UTILITY OF MARINE BENTHIC ASSOCIATIONS AS A MULTIVARIATE PROXY OF PALEO-BATHYMETRY: A DIRECT TEST FROM RECENT COASTAL ECOSYSTEMS OF NORTH CAROLINA
Multivariate ordinations were used to determine whether modern benthic marine invertebrate communities can be effectively used to extrapolate bathymetry. Samples were analyzed using detrended correspondence analysis (DCA). The DC1 scores of samples correlate tightly with the actual depth values of the samples, confirming that samples ordinate along an axis that primarily reflects bathymetry and its environmental correlatives. Moreover, when the DC1 scores are calibrated with modern ecological data, the resulting estimates of sample depths are a robust proxy of their actual bathymetry.

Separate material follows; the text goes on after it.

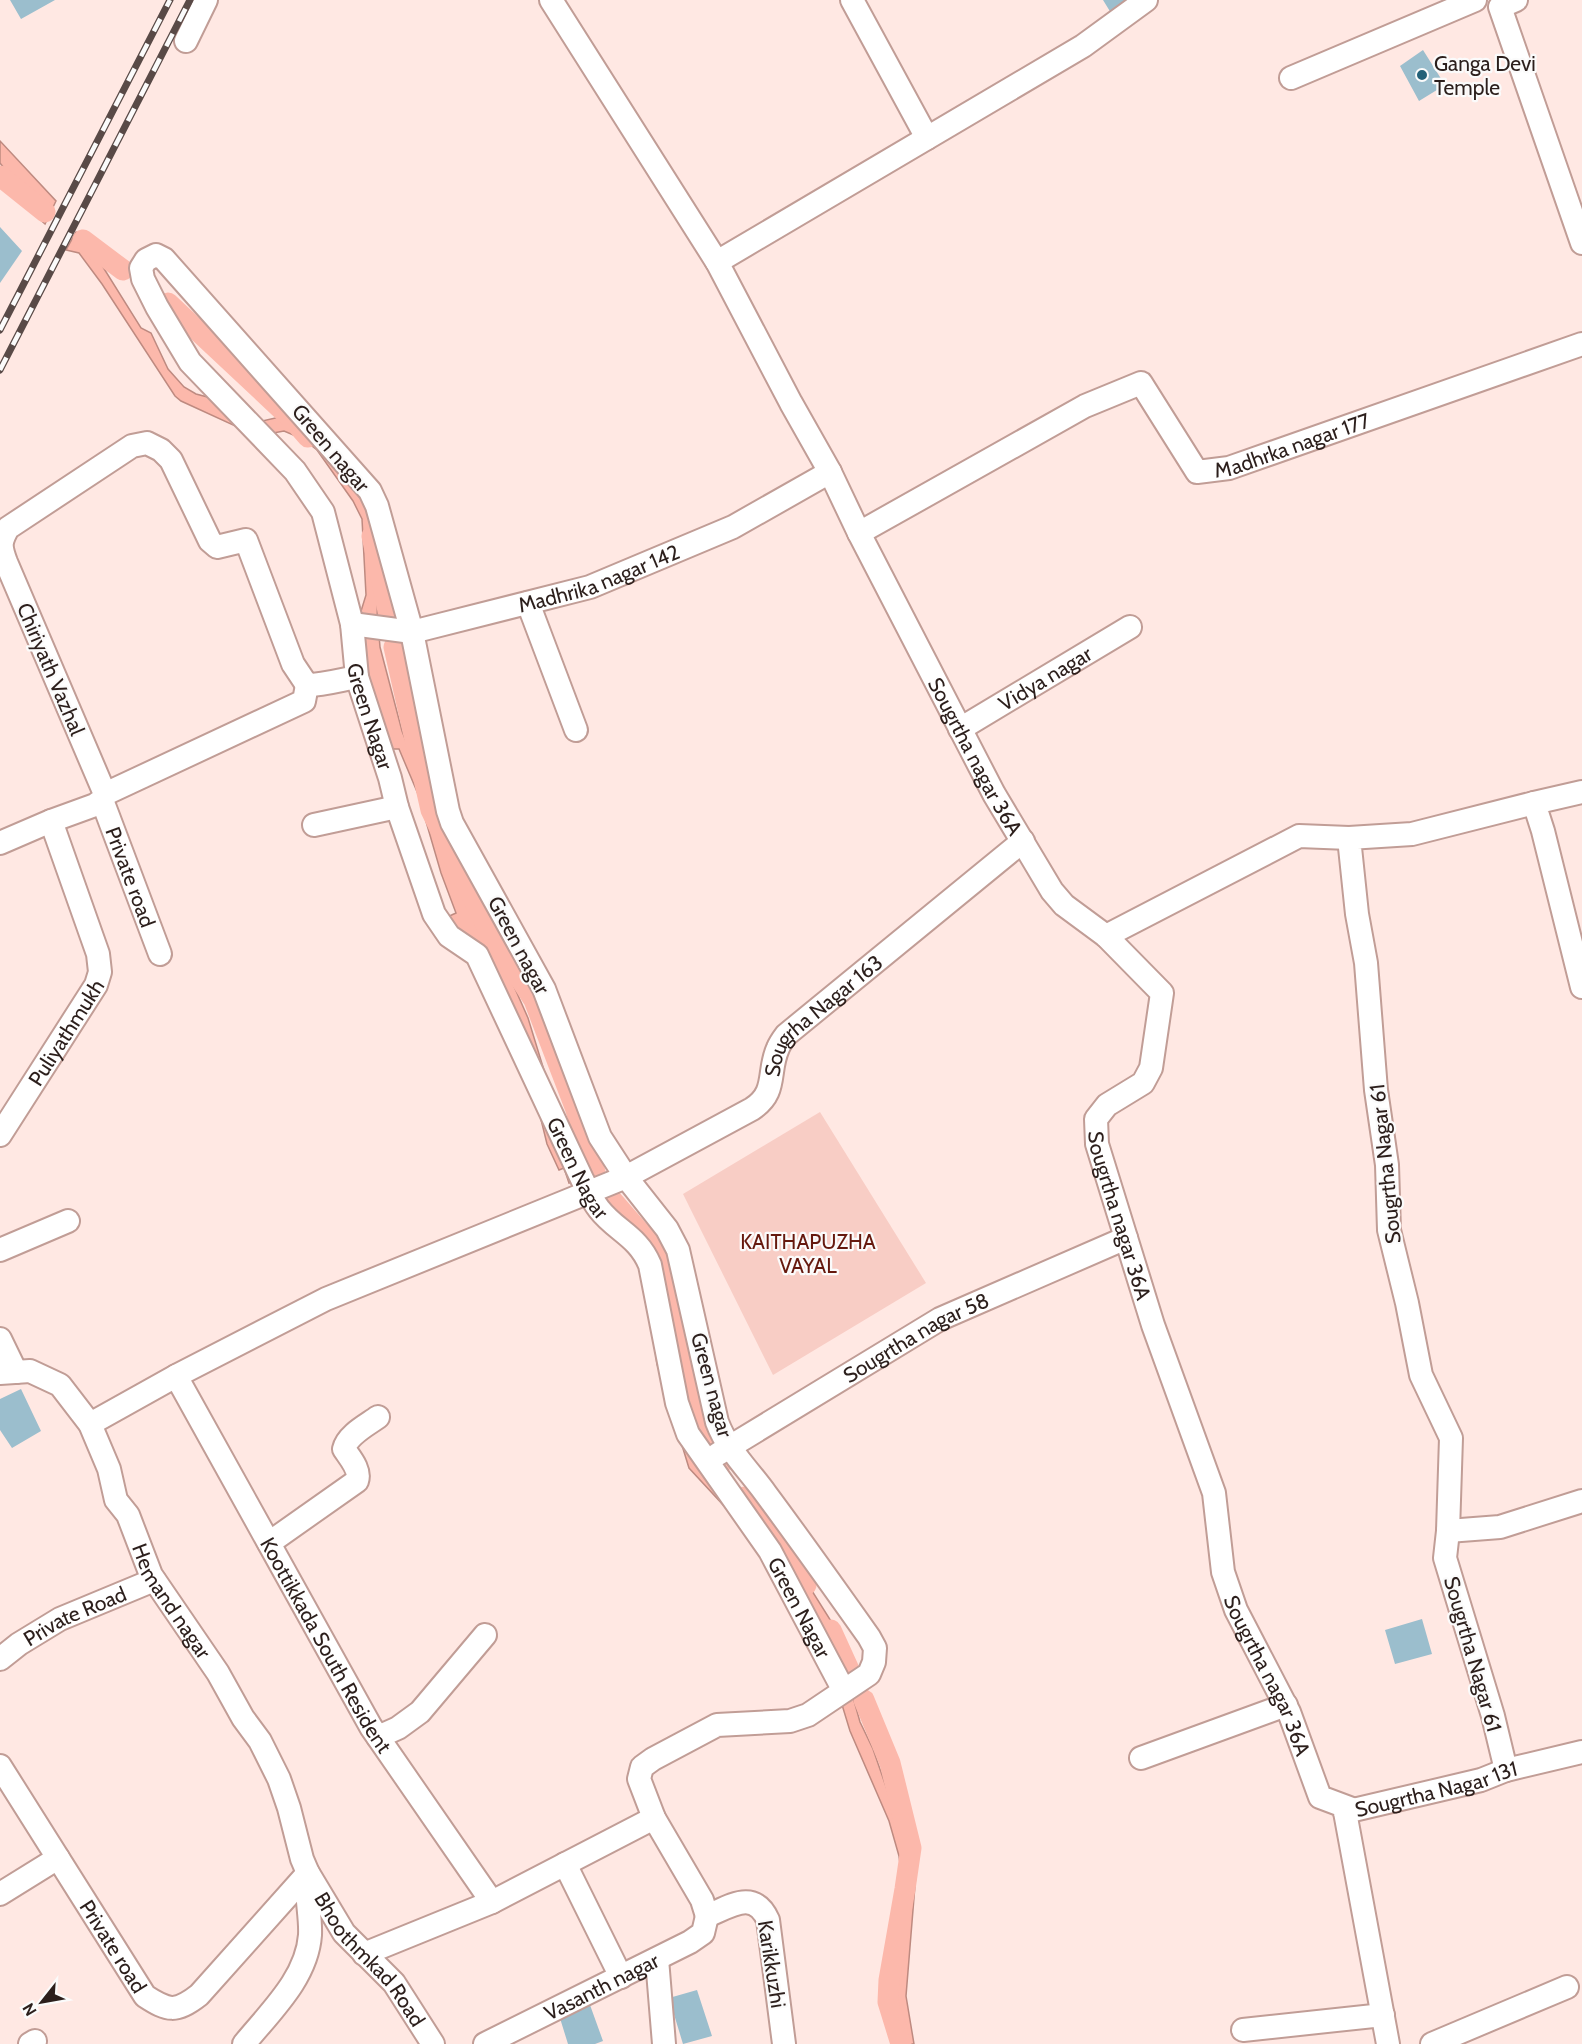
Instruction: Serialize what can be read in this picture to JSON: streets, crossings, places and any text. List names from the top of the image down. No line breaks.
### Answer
{"streets":{"street":["Madhrka nagar 177","Green nagar","Madhrika nagar 142","Chiriyath Vazhal","Vidya nagar","Green Nagar","Sougrtha nagar 36A","Private road","Sougrha Nagar 163","Puliyathmukh","Sougrtha Nagar 61","Sougrtha nagar 58","Hemand nagar","Private Road","Koottikkada South Resident","Sougrtha Nagar 131","Bhoothmkad Road","Karikkuzhi","Vasanth nagar"]},"crossings":[["Madhrka nagar 177","Sougrtha nagar 36A"],["Green nagar","Madhrika nagar 142"],["Green nagar","Green Nagar"],["Green nagar","Sougrha Nagar 163"],["Green nagar","Sougrtha nagar 58"],["Green nagar","Karikkuzhi"],["Green nagar","Vasanth nagar"],["Madhrika nagar 142","Green Nagar"],["Madhrika nagar 142","Sougrtha nagar 36A"],["Chiriyath Vazhal","Private road"],["Vidya nagar","Sougrtha nagar 36A"],["Green Nagar","Sougrha Nagar 163"],["Sougrtha nagar 36A","Sougrha Nagar 163"],["Sougrtha nagar 36A","Sougrtha nagar 58"],["Sougrtha nagar 36A","Sougrtha Nagar 131"],["Private road","Hemand nagar"],["Private road","Bhoothmkad Road"],["Sougrha Nagar 163","Hemand nagar"],["Sougrha Nagar 163","Koottikkada South Resident"],["Sougrtha Nagar 61","Sougrtha Nagar 131"],["Hemand nagar","Private Road"],["Hemand nagar","Bhoothmkad Road"],["Karikkuzhi","Vasanth nagar"]],"parks":["KAITHAPUZHA VAYAL"],"places":["Ganga Devi Temple"],"north":"bottom left"}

In coastal ecosystems of North Carolina, bathymetry appears to be a primary controlling factor, with faunal assemblages changing predictably in terms of their taxonomic composition with depth. This relation is remarkable also because coastal habitat variation and anthropogenic effects may act as confounding factors here, particularly in inlets, harbors, and estuarine settings.
Although it is arguable that individual case studies such as this one can support broader generalizations, these results are promising and consistent with multiple paleontological studies. Fossil communities may provide robust quantitative estimates of bathymetry with potential applications to paleoecology and stratigraphy.